Here, σ2 = ${\dfrac{1}{n}\sum ^{n}_{i=1}Var\left\{ x_{i}\right\}}$

Proof

Let us assume E[xi] = μ = 0

From (iv), we get

${E\left[ e^{sx_{i}}\right] \leq \exp \left\{ s^{2}\sigma _{i}^{2}\dfrac{e^{sc}-1-sc}{s^{2}c^{2}}\right\}}$

Now, ${P( \overline{x}_{n} > \varepsilon )}$

= ${P( \sum ^{n}_{i=1}x_{i} > n\varepsilon )}$

= ${P( e^{s\sum ^{n}_{i=1}x_{i}} > e^{sn\varepsilon })}$

≤ ${e^{-sn\varepsilon }E\left[ e^{s\sum ^{n}_{i=1}x_{i}}\right]}$

≤ ${e^{-sn\varepsilon }\exp \left\{ ns^{2}\sigma ^{2}\dfrac{e^{sc}-1-sc}{s^{2}c^{2}}\right\}}$, which implies

${P( \overline{x}_{n} > \varepsilon )}$ ≤ ${e^{-sn\varepsilon }E\left[ e^{s\sum ^{n}_{i=1}x_{i}}\right]}$ …..(viii)

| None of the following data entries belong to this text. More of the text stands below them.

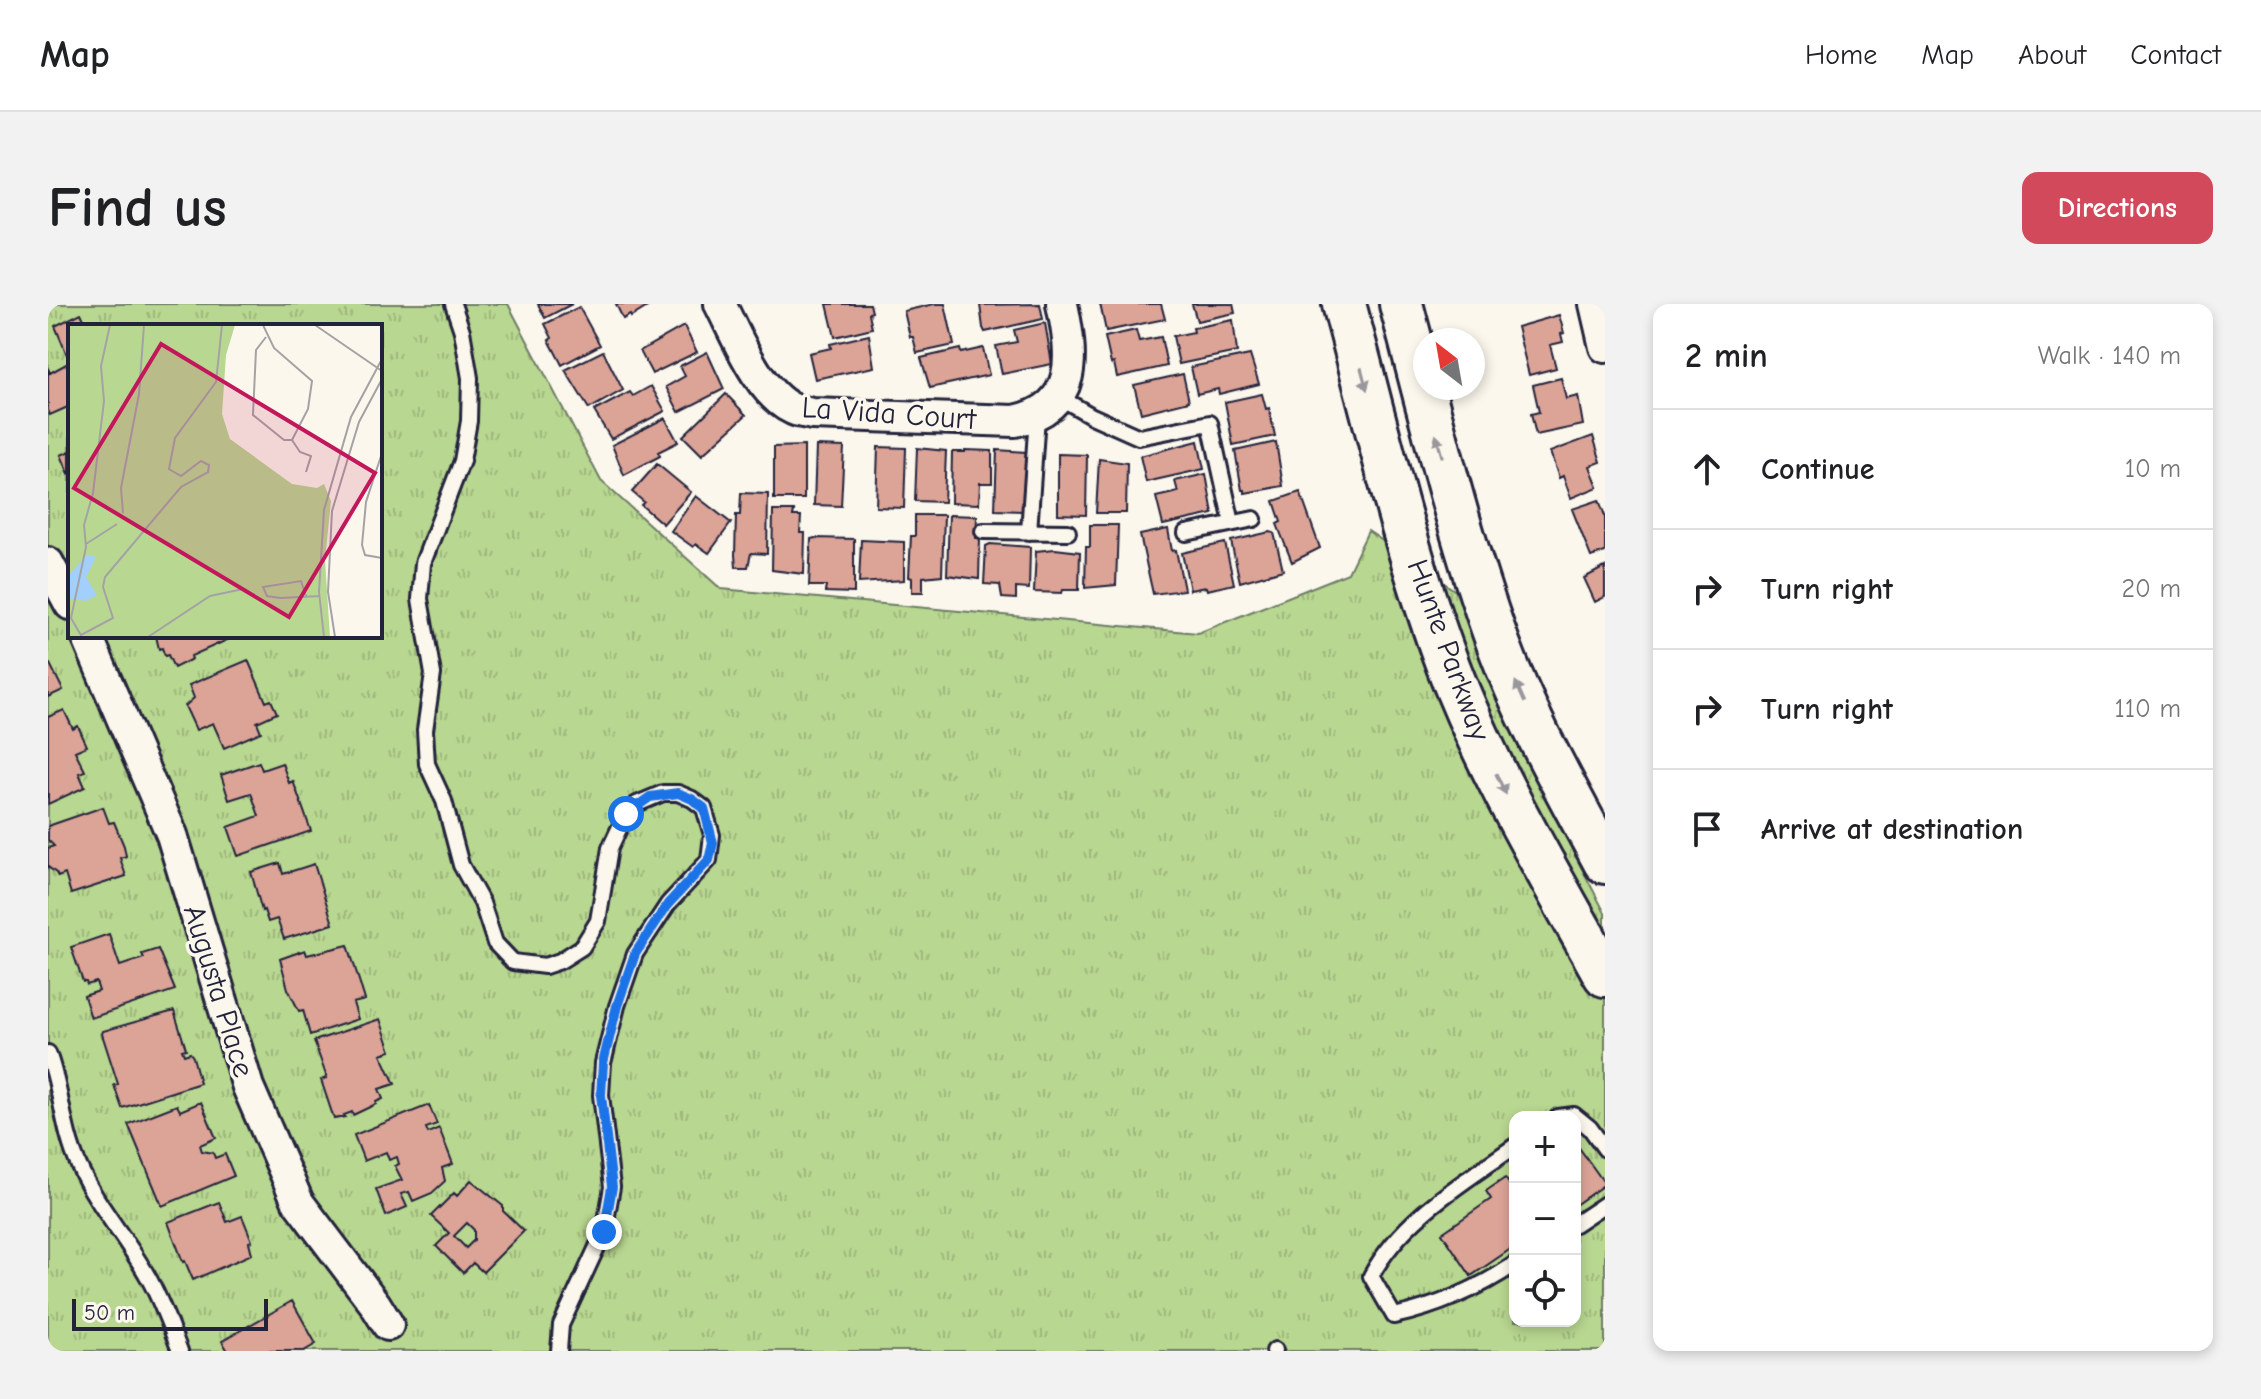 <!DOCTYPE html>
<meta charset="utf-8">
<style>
:root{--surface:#fff;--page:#f2f2f2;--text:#202124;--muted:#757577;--line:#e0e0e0;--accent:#d1495b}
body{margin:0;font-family:"Comic Neue",sans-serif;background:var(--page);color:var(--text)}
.controls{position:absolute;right:24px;bottom:24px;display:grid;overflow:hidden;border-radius:16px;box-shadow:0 4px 12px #0003}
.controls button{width:72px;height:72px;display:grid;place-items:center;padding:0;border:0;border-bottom:2px solid var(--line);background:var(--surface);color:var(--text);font:40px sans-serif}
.compass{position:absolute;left:1365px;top:24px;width:72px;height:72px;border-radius:50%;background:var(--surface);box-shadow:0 4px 12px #0003;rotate:329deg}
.scale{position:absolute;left:24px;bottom:20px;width:196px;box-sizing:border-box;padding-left:8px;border:4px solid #22223b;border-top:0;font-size:22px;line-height:28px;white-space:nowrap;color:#22223b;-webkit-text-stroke:6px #fbf7ec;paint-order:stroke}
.stop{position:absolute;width:24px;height:24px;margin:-18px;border:6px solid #1a73e8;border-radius:50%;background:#fff}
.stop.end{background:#1a73e8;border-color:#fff;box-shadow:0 2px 8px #0008}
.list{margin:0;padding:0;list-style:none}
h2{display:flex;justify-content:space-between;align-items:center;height:104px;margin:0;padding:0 32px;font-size:34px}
h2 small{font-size:26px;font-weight:400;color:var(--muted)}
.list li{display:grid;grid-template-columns:52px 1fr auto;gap:24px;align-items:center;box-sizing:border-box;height:120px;padding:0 32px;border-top:2px solid var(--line)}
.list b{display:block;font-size:30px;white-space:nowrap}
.list em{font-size:26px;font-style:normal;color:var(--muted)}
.icon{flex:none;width:44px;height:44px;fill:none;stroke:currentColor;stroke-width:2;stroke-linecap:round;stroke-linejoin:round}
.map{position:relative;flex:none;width:1557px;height:1047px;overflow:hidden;border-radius:16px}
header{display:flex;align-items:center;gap:48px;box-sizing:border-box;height:112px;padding:0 40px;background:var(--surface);border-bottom:2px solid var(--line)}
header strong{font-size:38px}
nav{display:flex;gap:44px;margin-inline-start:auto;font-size:28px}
.intro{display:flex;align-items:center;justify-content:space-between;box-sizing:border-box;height:192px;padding:0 48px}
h1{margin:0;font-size:56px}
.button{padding:20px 36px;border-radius:16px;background:var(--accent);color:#fff;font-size:28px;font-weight:700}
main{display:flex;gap:48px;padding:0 48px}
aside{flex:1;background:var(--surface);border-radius:16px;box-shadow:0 4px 12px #0003}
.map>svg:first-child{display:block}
.grass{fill:url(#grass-tufts);stroke:#6d7c66;stroke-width:2;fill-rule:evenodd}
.building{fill:#dca397;stroke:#22223b;stroke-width:2;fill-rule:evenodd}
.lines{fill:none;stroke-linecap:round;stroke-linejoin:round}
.service-casing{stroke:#22223b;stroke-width:20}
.minor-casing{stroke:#22223b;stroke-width:36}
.secondary-casing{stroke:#22223b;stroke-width:48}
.service{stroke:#fbf7ec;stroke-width:14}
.minor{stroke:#fbf7ec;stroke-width:30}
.secondary{stroke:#fbf7ec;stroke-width:42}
.oneway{fill:#99979c}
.route{stroke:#1a73e8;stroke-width:10}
.labels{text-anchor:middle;stroke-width:7;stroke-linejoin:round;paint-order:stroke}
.street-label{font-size:30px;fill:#22223b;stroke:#fbf7ec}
.inset-road{fill:none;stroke:#a4a2a5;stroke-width:2}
.view{fill:#c2185b;fill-opacity:0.15;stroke:#c2185b;stroke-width:4}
.inset-edge{fill:none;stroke:#22223b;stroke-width:4}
</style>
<header>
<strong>Map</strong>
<nav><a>Home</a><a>Map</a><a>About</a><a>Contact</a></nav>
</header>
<div class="intro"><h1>Find us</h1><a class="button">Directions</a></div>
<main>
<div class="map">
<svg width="1557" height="1047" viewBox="0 0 1557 1047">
<defs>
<pattern id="grass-tufts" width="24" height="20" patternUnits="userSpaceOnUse" patternTransform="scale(2)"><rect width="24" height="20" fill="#b8d790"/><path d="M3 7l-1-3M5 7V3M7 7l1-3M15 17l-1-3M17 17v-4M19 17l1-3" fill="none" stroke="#9eb87d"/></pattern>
</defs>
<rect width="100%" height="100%" fill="#fbf7ec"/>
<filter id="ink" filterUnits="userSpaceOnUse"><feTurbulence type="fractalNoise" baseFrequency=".0125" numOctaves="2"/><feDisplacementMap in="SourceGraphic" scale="16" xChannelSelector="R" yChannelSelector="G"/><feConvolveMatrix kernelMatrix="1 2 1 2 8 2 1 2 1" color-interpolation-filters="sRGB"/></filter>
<g filter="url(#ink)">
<path class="grass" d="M0,0H460L553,177L673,285L1150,329L1300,269L1320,227L1412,290L1458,406L1510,519L1557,609V1047H0ZM22,22H332V332H22ZM1467,813H1527V1017H1467Z"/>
<path class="building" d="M490,0H524L497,14Z
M568,0H604L583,13L582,11L575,15Z
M779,0H822L824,8L821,9L824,24L787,33Z
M886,0H897L906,41L869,49L865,33H862L856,7Z
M992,0L995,15L937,28L935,24L932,1Z
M1052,0H1113L1117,15L1058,27Z
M1144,0H1185L1187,9L1149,17Z
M531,3L552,41L514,61L501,36L504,34L497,20Z
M33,9L39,22H22V102L2,111L0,106V64L2,69L22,58L7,22Z
M1511,11L1516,29L1513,30L1515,38L1502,41L1508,64L1481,71L1469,23Z
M1185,16L1189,48L1131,60L1125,32L1146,28L1145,24Z
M997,19L1004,60L954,70L948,42L969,38L966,26Z
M636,22L649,48L604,70L592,47Z
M1088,26L1091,37L1113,33L1119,62L1069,73L1066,59L1063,60L1057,33Z
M821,31L826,63L767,75L761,49L783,44L782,40Z
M935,44L941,71L882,84L873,54L912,45L913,49Z
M555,47L575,86L541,105L517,66Z
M659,48L676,85L631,108L618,83L637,72L632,62Z
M1202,51L1211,80L1171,90L1170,85L1149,90L1143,63Z
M1135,70L1141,97L1093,109L1086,81Z
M1513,74L1518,95L1530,92L1535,121L1488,131L1483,110L1491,108L1485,81Z
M603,82L617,107L563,135L546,107L582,88L585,92Z
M678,90L698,111L654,151L635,132Z
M1214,90L1218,105L1221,104L1227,132L1185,141L1177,98Z
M617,114L630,138L610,148L612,152L576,171L564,141Z
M1545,132L1553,158L1542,162L1550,183L1523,194L1515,172L1511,174L1502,148Z
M1150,137L1156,165L1098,178L1092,152Z
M1228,138L1235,182L1197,189V186H1194L1187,147Z
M756,142V195H726V143Z
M768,142L796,143L793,202L766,201Z
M830,143L858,144L856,204L828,203Z
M869,144L898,147L896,198L867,197Z
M917,146L944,147V179H932L931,200L903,199L904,148H917Z
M949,146L978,148L975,207L947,206Z
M22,147V170H21L13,151Z
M1010,150L1039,151L1038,211L1010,210Z
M1051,155L1079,159L1078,209H1048Z
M609,160L643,188L615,220L593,201L596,198L584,188Z
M1158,170L1165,210L1115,221L1108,193L1130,188L1127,177Z
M1252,188L1272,244L1244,258L1229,220L1233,218L1226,197Z
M693,189L720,190L719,250L703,249L700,263H688L687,251L688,211H692Z
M648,192L683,219L661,249L648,240L645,243L623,227Z
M1551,196L1557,212V248L1543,253L1524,205Z
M725,207H746L745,212H753L752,229H757L756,270L724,266Z
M867,211H896L894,271L875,273V288H864V274L861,273L863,232H867Z
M901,211L929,212L928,234H932L931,275L899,271Z
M1042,221H1070L1068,281L1037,284L1038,243H1042Z
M1120,225L1124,247L1128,246L1136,286L1105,290L1092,231Z
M1222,228L1226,229L1235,266L1192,278L1183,237Z
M767,234L806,235V289L777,288L778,282H761L763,235Z
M813,236L856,238V276L811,279Z
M1177,239L1186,280L1159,286L1158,283L1142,286L1134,249Z
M942,240L982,243L981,285L968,284V295L954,294L952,281L936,280L938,242Z
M1007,245L1032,248L1031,286H1015L1014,289L986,288L988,247Z
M1557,263V293L1547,298L1536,274Z
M108,332H188L143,352L144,355L126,364L120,351L117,352L114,344L111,345Z
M200,356L218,398L223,396L229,409L209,418L213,428L176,444L165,419L148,426L137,402L146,394L141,381Z
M2,360L15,386L0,393V361Z
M16,406L25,425L30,422L39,442L27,447L37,467L31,469L37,483L0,500V413Z
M211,458L214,466L234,459L241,479L245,477L263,527L190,552L180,523L211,512L203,489L181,496L173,471Z
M55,503L61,519L66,518L76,542L78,552L72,554L78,572L23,590L17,570L10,573L8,569L0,563V544L6,542L0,536V522Z
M232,559L235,570L266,560L285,620L236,635L229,615L220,618L216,606L214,607L203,568Z
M61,630L72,662L96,654L94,650L110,645L127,686L43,714L36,692L51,687L48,678L39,681L38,678H35L23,643Z
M300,641L317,696L305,699L310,715L262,731L255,706L251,707L240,685L232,655L257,646L259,651Z
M126,707L138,745L134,746L136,751L142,749L145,753L152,779L74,804L66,781L70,780L54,730L55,727Z
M332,715L343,747L333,750L347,780L331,785L335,795L328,798V800L305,811L304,808L296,811L297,813L286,815L273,776L279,774L266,737Z
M153,798L168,834L152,841L154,847L165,849L167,854L177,850L186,872L114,902L80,820L129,801L132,807Z
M381,801L389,820L378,824L380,829L391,824L405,860L394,864L397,877L384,889L365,897L361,888L353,890L359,903L338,912L328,885L354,876L347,862L351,860L349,853L341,856L338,848L316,857L306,831Z
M1527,838L1557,880L1527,901Z
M1457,874L1463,882L1467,879V942L1423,972L1394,929L1443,895L1438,887Z
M423,876L455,902V907L476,927L435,968L425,959L415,969L388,942L401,929L383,912L406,889L409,892ZM419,919L426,926V936L418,944L406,932Z
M171,898L179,918L194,912L204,937L201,938L204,950L145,976L137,957L135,958L120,918Z
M244,997L268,1040L256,1047H180L174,1037Z"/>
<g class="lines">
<defs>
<path id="service" d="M405,0L414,27L422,74L421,117L414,157L375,259L372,295L385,370L377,426L379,460L396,497L413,561L434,599L447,639L465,658L497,662L512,657L534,643L550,617L562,544L578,510L589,500L615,489H630L644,495L656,504L664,531L661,556L620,600L587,650L569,702L555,759L553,791L564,883L556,928L513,1021L511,1047
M1011,93L1044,112L1091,133L1162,119L1184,219
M935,227L1020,228
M981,228L989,112
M1138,229L1206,215
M0,749C14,786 14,825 31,862C49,902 79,935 100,973C113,996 122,1022 132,1047
M1510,813L1526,811L1542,824L1557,845
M1467,842C1414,880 1355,913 1323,972L1346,1012C1388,1003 1432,984 1467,960
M1527,920L1557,900
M1226,1047L1227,1046"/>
<path id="minor" d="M672,0C688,31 711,90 745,105C750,108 758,108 764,110L967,117C1031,103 1025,53 1014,0
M1547,0L1557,43
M0,259L22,300
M39,332L124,531L200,783L250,898L327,1000L340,1021"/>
<path id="secondary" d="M1296,0C1328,119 1357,248 1400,362C1441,470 1502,571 1557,671
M1353,0C1383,113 1410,229 1450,339C1478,415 1519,487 1557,558"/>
</defs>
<use href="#service" class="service-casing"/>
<use href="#minor" class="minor-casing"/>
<use href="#secondary" class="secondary-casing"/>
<use href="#service" class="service"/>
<use href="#minor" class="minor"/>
<use href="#secondary" class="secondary"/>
</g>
<defs><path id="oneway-solid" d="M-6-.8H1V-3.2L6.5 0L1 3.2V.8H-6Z" transform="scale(2)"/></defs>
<g class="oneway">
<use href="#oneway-solid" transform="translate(1316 75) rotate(75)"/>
<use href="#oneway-solid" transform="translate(1391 142) rotate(-106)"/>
<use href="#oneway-solid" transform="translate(1472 388) rotate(-114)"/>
<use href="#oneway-solid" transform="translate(1453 480) rotate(64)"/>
</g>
</g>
<g class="lines" filter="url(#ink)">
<path class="route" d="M556,928L564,883L553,791L555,759L569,702L587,650L620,600L661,556L665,539L656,504L644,495L630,489L602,493L578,510"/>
</g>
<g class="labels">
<g class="street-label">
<text transform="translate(841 109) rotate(4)" y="10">La Vida Court</text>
<text transform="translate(1401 346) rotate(70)" y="10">Hunte Parkway</text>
<text transform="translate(171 687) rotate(73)" y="10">Augusta Place</text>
</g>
</g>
<g transform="translate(20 20)">
<rect width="314" height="314" fill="#fbf7ec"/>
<path d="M0,1H167L158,31L154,90L162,115L224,160L249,164L256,160L263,177L257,236L262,313H0Z" fill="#b8d790"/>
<path d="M19,231L28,233L18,253L29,271L18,277L0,274V252Z" fill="#a3cffd"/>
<path class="inset-road" d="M195,1L206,24L244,57L240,85L224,116M247,1L314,47M198,13L188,26L185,91L216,116H224M224,116L232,128L243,132L238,148M314,129L298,178L294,221L297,231L314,234M55,189L53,164L71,70L76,1M18,220L49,200M238,272L233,257L195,263L199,272L212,274L252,272M13,311L45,294L35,263L37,253L113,163L140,148L141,141L133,137L113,152L101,145L107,114L148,58L154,1M14,313L3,294L18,223L16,201L25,169L36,77L33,42L42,1M80,313L142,272L175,265M256,313L251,268L256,186L283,93L314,35M267,313L260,268L264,187L291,98L314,55"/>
<path class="view" d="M93,20L307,149L221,293L6,164Z"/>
<rect width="314" height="314" class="inset-edge"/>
</g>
</svg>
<div class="controls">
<button>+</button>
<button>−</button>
<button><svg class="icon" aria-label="locate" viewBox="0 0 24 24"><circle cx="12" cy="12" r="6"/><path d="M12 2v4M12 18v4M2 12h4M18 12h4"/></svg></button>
</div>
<svg class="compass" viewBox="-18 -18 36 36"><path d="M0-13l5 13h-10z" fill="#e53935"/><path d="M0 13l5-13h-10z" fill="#757577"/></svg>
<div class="scale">50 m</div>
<div class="stop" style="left:578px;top:510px"></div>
<div class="stop end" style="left:556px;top:928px"></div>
</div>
<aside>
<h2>2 min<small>Walk · 140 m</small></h2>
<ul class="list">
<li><svg class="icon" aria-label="ahead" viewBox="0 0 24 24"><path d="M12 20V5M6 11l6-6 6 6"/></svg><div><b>Continue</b></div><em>10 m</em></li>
<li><svg class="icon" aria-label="right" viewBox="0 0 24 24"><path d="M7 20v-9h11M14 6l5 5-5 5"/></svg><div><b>Turn right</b></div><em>20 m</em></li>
<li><svg class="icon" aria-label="right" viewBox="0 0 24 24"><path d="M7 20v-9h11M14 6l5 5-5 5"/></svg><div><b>Turn right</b></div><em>110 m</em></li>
<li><svg class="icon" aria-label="arrive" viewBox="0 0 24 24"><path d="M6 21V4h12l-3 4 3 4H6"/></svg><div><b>Arrive at destination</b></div></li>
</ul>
</aside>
</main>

Now, substituting the value of s = ${\dfrac{1}{c}\log \left( \dfrac{c\varepsilon }{\sigma ^{2}}+1\right)}$ in the inequality (viii), we get

${P( \overline{x}_{n} > \varepsilon ) \leq \exp \left\{ -\dfrac{n\sigma ^{2}}{c^{2}}H\left( \dfrac{c\varepsilon }{\sigma ^{2}}\right) \right\}}$

Now, considering the function H(x) = (1 + x) log(1 + x) – x, we observe that H(x) ≥ ${\dfrac{x^{2}}{2+\dfrac{2x}{3}}}$

Thus, ${P( \left| \overline{x}_{n}-\mu \right| > \varepsilon ) \leq 2\exp \left\{ -\dfrac{n\varepsilon ^{2}}{2\sigma ^{2}+\dfrac{2c\varepsilon }{3}}\right\}}$,

Thus, Bernstein’s inequality is proved.